Stored data
§

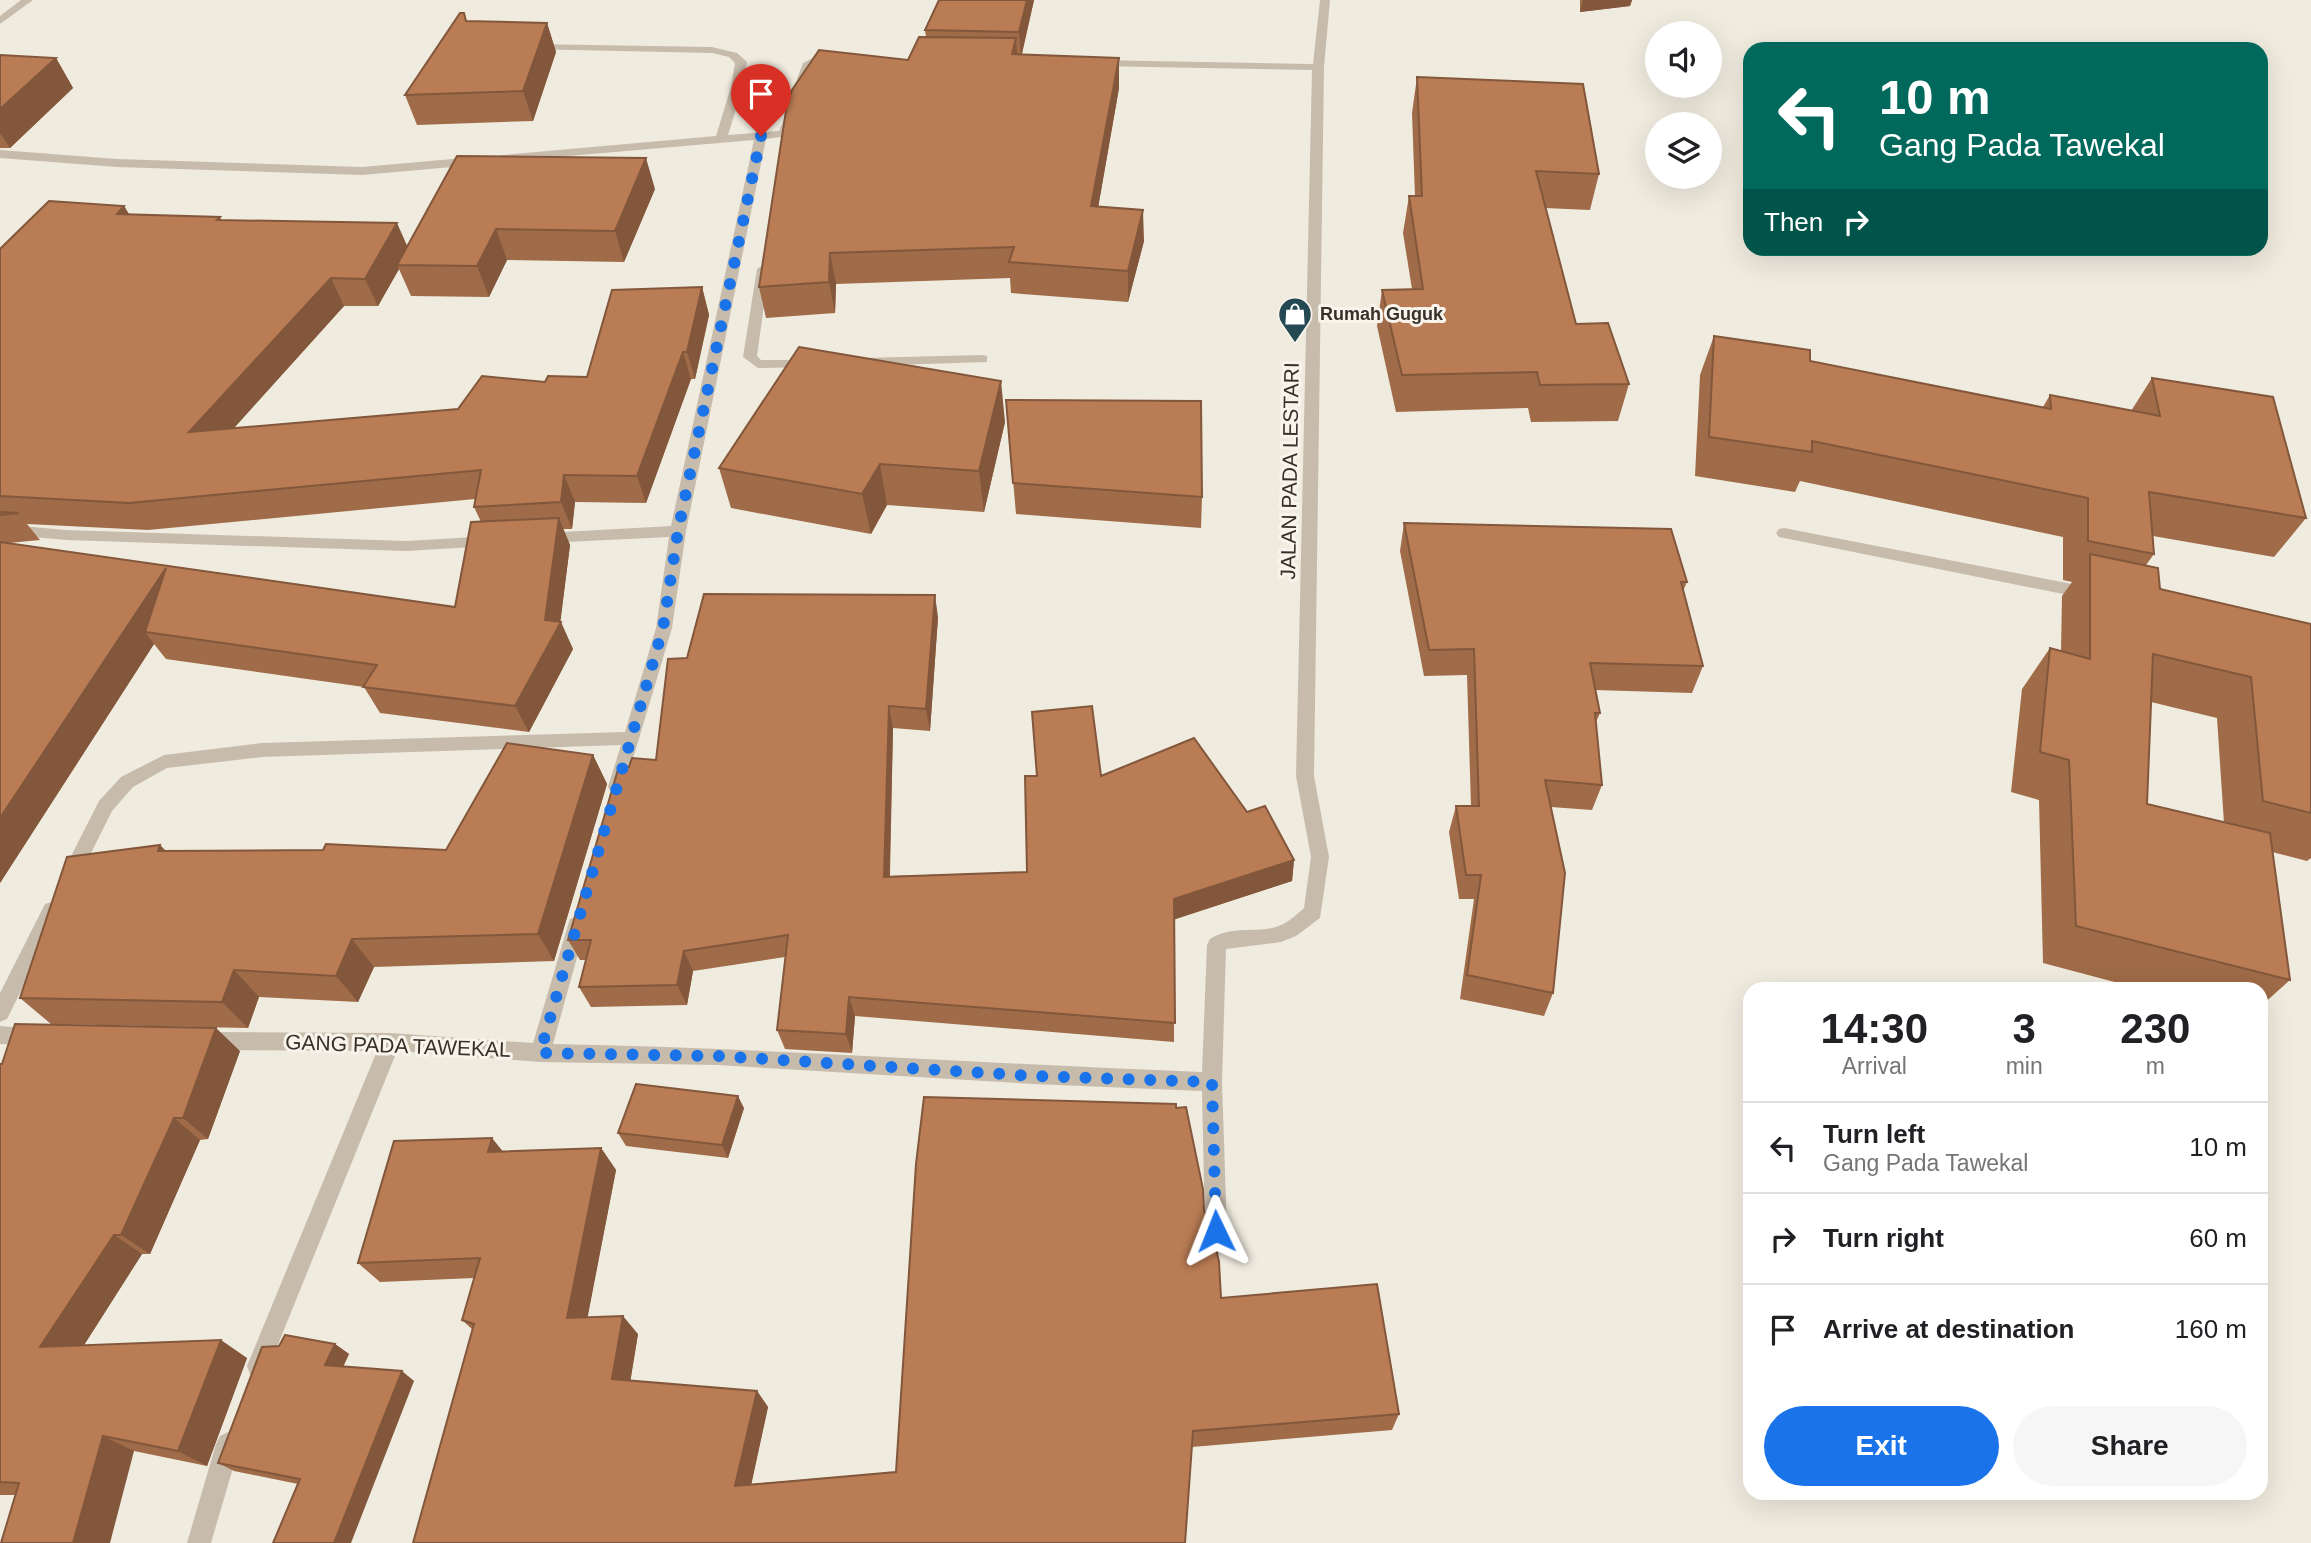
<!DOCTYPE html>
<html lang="en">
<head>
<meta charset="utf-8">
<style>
  body { margin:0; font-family:Arial,sans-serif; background:#f6f6f6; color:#202124; height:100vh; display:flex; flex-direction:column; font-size:26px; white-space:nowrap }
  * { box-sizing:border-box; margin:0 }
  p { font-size:23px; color:#757577 }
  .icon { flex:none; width:38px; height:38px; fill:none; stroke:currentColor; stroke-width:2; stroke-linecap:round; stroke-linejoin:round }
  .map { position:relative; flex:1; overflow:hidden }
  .details { position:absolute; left:1743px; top:982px; width:525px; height:518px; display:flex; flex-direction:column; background:#fff; border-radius:21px; box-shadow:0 7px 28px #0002 }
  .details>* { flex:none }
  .banner { position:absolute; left:1743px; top:42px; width:525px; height:214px; border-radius:21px; box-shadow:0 7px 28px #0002; background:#00695c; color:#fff; overflow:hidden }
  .fabs { position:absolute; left:1645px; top:21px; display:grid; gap:14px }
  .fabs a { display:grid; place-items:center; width:77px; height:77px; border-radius:50%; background:#fff; box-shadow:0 7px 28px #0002; font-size:35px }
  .pin { position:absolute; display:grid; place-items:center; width:60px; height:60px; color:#fff; margin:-72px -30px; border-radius:50% 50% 50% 0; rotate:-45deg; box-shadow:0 0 7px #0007 }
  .pin .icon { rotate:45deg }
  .me { position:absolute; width:77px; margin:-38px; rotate:358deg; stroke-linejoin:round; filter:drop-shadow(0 0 5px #0008) }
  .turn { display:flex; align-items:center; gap:24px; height:147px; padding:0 21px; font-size:32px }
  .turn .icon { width:91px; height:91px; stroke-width:2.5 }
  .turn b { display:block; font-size:49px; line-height:60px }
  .then { display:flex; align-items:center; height:66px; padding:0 21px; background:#0003; gap:14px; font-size:26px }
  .eta { display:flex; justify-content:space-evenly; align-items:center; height:119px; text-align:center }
  .eta b { font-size:42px; font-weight:600; line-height:49px }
  .action { display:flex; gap:14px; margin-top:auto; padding:14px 21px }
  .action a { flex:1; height:80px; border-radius:42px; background:#1a73e8; color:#fff; font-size:28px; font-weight:600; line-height:80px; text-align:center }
  .action a+a { background:#f6f6f6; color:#202124 }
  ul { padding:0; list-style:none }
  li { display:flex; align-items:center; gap:21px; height:91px; padding:0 21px; border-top:2px solid #e0e0e0 }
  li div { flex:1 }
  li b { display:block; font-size:26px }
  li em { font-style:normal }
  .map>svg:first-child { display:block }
</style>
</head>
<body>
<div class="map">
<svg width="2311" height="1543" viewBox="0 0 2311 1543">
  <rect width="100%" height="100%" fill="#f0ebdf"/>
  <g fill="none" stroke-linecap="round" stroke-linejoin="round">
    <path fill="#c7bcac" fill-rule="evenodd" d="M21 0H33L0 24V16Z
      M1320 0H1330L1324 67 1314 776 1329 857 1320 918 1296 936 1281 942 1226 949 1222 1082 1227 1231 1224 1238 1216 1242 1208 1238 1205 1231 1202 1091 1033 1084 717 1065 540 1062 397 1051 266 1374 258 1377 250 1374 247 1366 377 1051 206 1050 199 1047 196 1041 199 1035 206 1032 391 1033 533 1043 568 925 570 919 577 917 584 919 586 925 553 1044C769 1048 986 1064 1202 1072L1207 945 1210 939C1232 925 1253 933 1276 927 1287 924 1296 915 1304 908L1311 857 1296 776 1312 70 1095 66 1089 63 1095 60 1313 64Z
      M531 44 712 47 737 53 747 62 743 87 728 135 779 131 786 114 796 116 788 136 766 139 686 531 672 628 623 792H611L608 787 621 745 262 757 167 768 133 787 112 811 77 881 70 884 63 881 61 876 99 801 121 777 164 755 262 743 625 732 656 628 669 537 545 543 537 538 545 533 671 526 754 140 499 162V156L503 155 716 136 731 87 735 63 729 57 712 53 527 49V45Z
      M817 56H836L842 59 814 65 805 90 795 92 793 90 803 63Z
      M0 150 117 159 362 167 475 157 481 161 475 165 362 175 117 167 0 158Z
      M763 265 769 269 757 356 761 360H810L817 364 815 367 758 368 743 357 757 269Z
      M982 355 987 356V362L862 366 855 362 862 358Z
      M0 524 66 530 407 541 490 536 498 541 490 546 407 551 66 540 0 534Z
      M1784 528 2088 587 2096 593 2088 599 1779 537 1776 533 1779 529Z
      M52 902 59 904 61 910 7 1019 0 1022V993L45 904Z
      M0 1026 42 1030 45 1036 42 1042 35 1045 0 1044Z
      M228 1432 236 1436 240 1444 211 1543H187L216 1444 220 1436Z"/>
  </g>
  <path fill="#9f6b48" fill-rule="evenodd" d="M1034 0 1022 54 1119 88 1098 207 1144 241 1128 302 1011 293 1010 278 836 284 835 313 766 318 759 287 926 37 925 30Z
    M1580 0H1632L1630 6 1580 12Z
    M467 21 547 23 556 52 533 121 417 125 405 95Z
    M0 55 56 58 73 88 10 148H0Z
    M1417 77 1599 174 1590 210 1545 208 1576 324 1629 384 1618 421 1531 422 1528 408 1396 412 1377 326 1382 290 1412 289 1403 233 1409 196H1415L1412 113Z
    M655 189 624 262 507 260 489 297 411 296 399 269 378 306H344L234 428 458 409 545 382 587 377 702 287 709 315 695 379H691L646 503 575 502 572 529H563L570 545 560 622 573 649 529 732 380 713 364 687 166 659 154 644 0 883V249L124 206 129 214 220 217 222 221 407 246ZM475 499 474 507 481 522 455 607 9 543 40 540 27 524 148 530Z
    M1714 336 1810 361 2043 407 2050 395 2131 411 2152 378 2306 518 2274 557 2153 536 2154 554 2146 565 2160 589 2311 624V858L2307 861 2272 852 2290 980 2261 1006V989H2141L2043 963 2039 800 2011 792 2022 689 2050 648 2061 651 2062 596 2072 582 2063 580V537L1800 481 1795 492 1695 476 1700 375ZM2151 702 2217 718 2224 823 2147 804Z
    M1006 400 1202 497 1201 528 1016 514Z
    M1005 422 984 512 887 505 871 534 731 508 719 468Z
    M1404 523 1687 582 1683 591 1703 666 1692 693 1595 690 1600 713 1596 722 1602 785 1592 810 1551 807 1553 993 1544 1016 1460 999 1474 899H1459L1449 832 1456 806H1471L1467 675 1424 676 1400 551Z
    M938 617 930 731 893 728 890 876 1027 872 1101 776 1247 812 1294 860 1292 881 1174 919V1042L855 1016 852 1053 785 1049 777 1030 785 957 693 971 687 1005 591 1007 579 987 586 960H580L568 940 629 767 656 760 687 658Z
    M593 755 607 784 554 961 374 967 358 1002 259 997 248 1028 51 1024 20 998 160 845 166 851 446 850Z
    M240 1051 208 1139 200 1140 150 1254H142L84 1345 247 1358 207 1466 134 1451 15 1495H0V1064Z
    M744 1108 728 1158 626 1146 618 1133Z
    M1176 1108 1204 1211 1221 1298 1399 1414 1392 1430 1192 1447 413 1543 473 1330 462 1320 474 1278 380 1282 358 1263 504 1152 601 1148 616 1170 587 1318 638 1334 630 1381 757 1391 768 1407 751 1484 896 1472Z
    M335 1344 349 1354 343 1367 414 1381 298 1484 234 1471 218 1463 279 1346Z"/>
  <path fill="#82573b" d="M1027 0H1034L1021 57 1019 32Z
    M1583 0H1632L1630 6 1580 12Z
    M547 23 556 52 533 121 523 91Z
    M1016 38 1018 68 1012 54Z
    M56 58 73 88 10 148 0 133V109Z
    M1119 58V88L1093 237 1091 206Z
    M646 158 655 189 624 262 615 231Z
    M124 206 140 233 117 214Z
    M1143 210 1144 241 1128 302V271Z
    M397 223 409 250 397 265 399 269 378 306 365 279Z
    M496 229 507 260 489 297 477 266Z
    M830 253 836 284 835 313 829 282Z
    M331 278 344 306 206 459 189 432Z
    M702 287 709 315 695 379 687 352Z
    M683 352 691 379 646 503 637 476Z
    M1001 381 1005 422 984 512 979 471Z
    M880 464 887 505 871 534 862 494Z
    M564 475 575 502 572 529 561 502Z
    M559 518 570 545 560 625 561 622 573 649 529 732 515 706 545 620Z
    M166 568 145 632 154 644 0 883V818Z
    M935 595 938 617 930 731 926 709Z
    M889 706 893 728 889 897 884 877Z
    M593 755 607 784 554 961 538 934Z
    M160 845 186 873 158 851Z
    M1294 860 1292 881 1173 920 1174 899Z
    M352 939 374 967 358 1002 336 976Z
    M684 951 693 971 687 1005 677 985Z
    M234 970 259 997 248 1028 222 1002Z
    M849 997 855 1016 852 1053 846 1034Z
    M216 1028 240 1051 208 1139 183 1118Z
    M738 1096 744 1108 728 1158 722 1145Z
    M174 1118 200 1140 150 1254 121 1235Z
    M492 1138 509 1159 488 1152Z
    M601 1148 616 1170 584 1336 567 1318Z
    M114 1235 142 1254 72 1364 40 1347Z
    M623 1316 638 1334 628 1396 612 1379Z
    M221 1340 247 1358 207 1466 178 1451Z
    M335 1344 349 1354 339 1375 325 1365Z
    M402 1371 414 1381 351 1543H334Z
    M757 1391 768 1407 748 1500 735 1486Z
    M103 1436 134 1451 110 1543H73Z"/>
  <path fill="#b97c54" stroke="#82573b" stroke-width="2" d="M939 0H1027L1019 32 925 30Z
    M460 13H464L466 21 547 23 523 91 405 95Z
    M919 37 1016 38 1012 54 1119 58 1091 206 1143 210 1128 271 1009 262 1014 247 830 253 829 282 759 287 787 104 792 90 819 50 908 60Z
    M0 55 56 58 0 109Z
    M1417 77 1583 84 1599 174 1536 171 1576 324 1608 323 1629 384 1540 385 1537 372 1402 375 1382 290 1423 289 1409 196H1422Z
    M457 156 646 158 615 231 496 229 477 266 397 265Z
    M49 201 124 206 117 214 220 217 217 220 397 223 365 279 331 278 189 432 458 409 482 376 545 382 548 376 587 377 612 290 702 287 687 352H683L637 476 564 475 561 502 474 507 481 470 129 503 0 496V249Z
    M1714 336 1810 350V361L2051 409 2050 395 2160 416 2152 378 2273 397 2306 518 2149 492 2154 554 2088 541V498L1812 441V452L1709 437Z
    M799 347 1001 381 979 471 880 464 862 494 719 468Z
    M1006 400 1201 401 1202 497 1013 483Z
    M0 512 19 513 0 515Z
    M559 518 545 620 561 622 515 706 363 687 377 665 145 632 166 568 0 818V542L455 607 471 522Z
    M1404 523 1671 529 1687 582H1681L1703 666 1590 663 1600 713H1595L1602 785 1545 780 1565 873 1553 993 1467 975 1481 875H1466L1456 806H1479L1474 649 1429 650Z
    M2090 554 2158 568 2160 589 2311 624V813L2263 801 2251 677 2153 654 2147 804 2270 833 2290 980 2076 926 2069 760 2040 752 2050 648 2090 659Z
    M704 594 935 595 926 709 889 706 884 877 1027 872 1025 776H1037L1032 712 1092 706 1101 776 1194 738 1247 812 1265 806 1294 860 1174 899 1175 1023 849 997 846 1034 777 1030 788 935 684 951 677 985 579 987 591 940H568L619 766 629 767 632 758 656 760 668 659 687 658Z
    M507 743 593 755 538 934 352 939 336 976 234 970 222 1002 20 998 67 857 160 845 158 851 323 850 326 844 446 850Z
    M15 1024 216 1028 183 1118H174L121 1235H114L40 1347 221 1340 178 1451 103 1436 73 1543H1L19 1483 0 1482V1064H2Z
    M636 1084 738 1096 722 1145 618 1133Z
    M924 1097 1176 1104V1108L1186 1107 1203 1189 1204 1211 1210 1221 1219 1262 1221 1298 1377 1284 1399 1414 1193 1431 1185 1543H413L474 1324 462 1320 480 1258 358 1263 394 1141 492 1138 488 1152 601 1148 567 1318 623 1316 612 1379 757 1391 735 1486 896 1472 916 1164Z
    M285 1335 335 1344 325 1365 402 1371 334 1543H273L300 1479 218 1463 262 1347 279 1346Z"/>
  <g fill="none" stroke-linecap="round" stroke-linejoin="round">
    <path stroke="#1a73e8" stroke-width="12" stroke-dasharray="0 21.6" d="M761 136 678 531 663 628 540 1053 717 1056 1033 1076 1212 1082 1216 1231"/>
  </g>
  <defs>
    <g id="shop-pin" transform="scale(1.75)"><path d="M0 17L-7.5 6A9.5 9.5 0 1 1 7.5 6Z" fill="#244953" stroke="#f8f4eb"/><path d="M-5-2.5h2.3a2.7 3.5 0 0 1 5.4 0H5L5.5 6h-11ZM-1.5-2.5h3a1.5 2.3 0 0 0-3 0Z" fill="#fff"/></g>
  </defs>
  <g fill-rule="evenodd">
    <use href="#shop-pin" x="1295" y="314"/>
  </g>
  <g text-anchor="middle" stroke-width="6" stroke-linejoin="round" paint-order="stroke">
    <g font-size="18" font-weight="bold" fill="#36302a" stroke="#f8f4eb" text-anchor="start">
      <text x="1320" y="320">Rumah Guguk</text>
    </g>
    <g font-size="21" fill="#36302a" stroke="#f8f4eb">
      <text transform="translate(1290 471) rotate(-89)" y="7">JALAN PADA LESTARI</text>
      <text transform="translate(398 1046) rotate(2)" y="7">GANG PADA TAWEKAL</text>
    </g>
  </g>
</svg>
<div class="fabs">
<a><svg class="icon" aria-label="sound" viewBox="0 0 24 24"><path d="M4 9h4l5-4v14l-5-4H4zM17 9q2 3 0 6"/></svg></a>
<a><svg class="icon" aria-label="layers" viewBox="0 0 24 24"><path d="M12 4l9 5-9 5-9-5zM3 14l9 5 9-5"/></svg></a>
</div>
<div class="pin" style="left:761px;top:136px;background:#d93025"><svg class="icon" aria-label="arrive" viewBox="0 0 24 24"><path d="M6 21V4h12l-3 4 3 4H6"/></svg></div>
<svg class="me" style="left:1216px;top:1231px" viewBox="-20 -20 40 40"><path d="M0-17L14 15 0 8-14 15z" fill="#1a73e8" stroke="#fff" stroke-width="4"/></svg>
<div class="banner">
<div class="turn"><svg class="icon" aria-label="left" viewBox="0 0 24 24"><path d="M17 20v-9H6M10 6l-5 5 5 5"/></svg><div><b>10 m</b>Gang Pada Tawekal</div></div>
<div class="then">Then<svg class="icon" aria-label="right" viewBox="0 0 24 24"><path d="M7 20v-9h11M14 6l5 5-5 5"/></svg></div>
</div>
<section class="details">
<div class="eta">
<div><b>14:30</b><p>Arrival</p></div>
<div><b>3</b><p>min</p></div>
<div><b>230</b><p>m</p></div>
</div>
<ul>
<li><svg class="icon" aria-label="left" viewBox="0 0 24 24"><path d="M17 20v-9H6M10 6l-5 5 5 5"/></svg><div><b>Turn left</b><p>Gang Pada Tawekal</p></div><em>10 m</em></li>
<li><svg class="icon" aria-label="right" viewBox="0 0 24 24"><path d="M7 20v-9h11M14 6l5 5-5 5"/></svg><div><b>Turn right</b></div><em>60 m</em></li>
<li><svg class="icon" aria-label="arrive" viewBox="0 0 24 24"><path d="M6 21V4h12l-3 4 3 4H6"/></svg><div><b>Arrive at destination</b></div><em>160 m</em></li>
</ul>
<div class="action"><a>Exit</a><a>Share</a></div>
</section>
</div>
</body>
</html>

§

No line before the one containing "<div><b>14:30</b><p>Arrival</p></div>" belongs in the answer; give again exactly that line and all lines after it through the end of the data.

<div><b>14:30</b><p>Arrival</p></div>
<div><b>3</b><p>min</p></div>
<div><b>230</b><p>m</p></div>
</div>
<ul>
<li><svg class="icon" aria-label="left" viewBox="0 0 24 24"><path d="M17 20v-9H6M10 6l-5 5 5 5"/></svg><div><b>Turn left</b><p>Gang Pada Tawekal</p></div><em>10 m</em></li>
<li><svg class="icon" aria-label="right" viewBox="0 0 24 24"><path d="M7 20v-9h11M14 6l5 5-5 5"/></svg><div><b>Turn right</b></div><em>60 m</em></li>
<li><svg class="icon" aria-label="arrive" viewBox="0 0 24 24"><path d="M6 21V4h12l-3 4 3 4H6"/></svg><div><b>Arrive at destination</b></div><em>160 m</em></li>
</ul>
<div class="action"><a>Exit</a><a>Share</a></div>
</section>
</div>
</body>
</html>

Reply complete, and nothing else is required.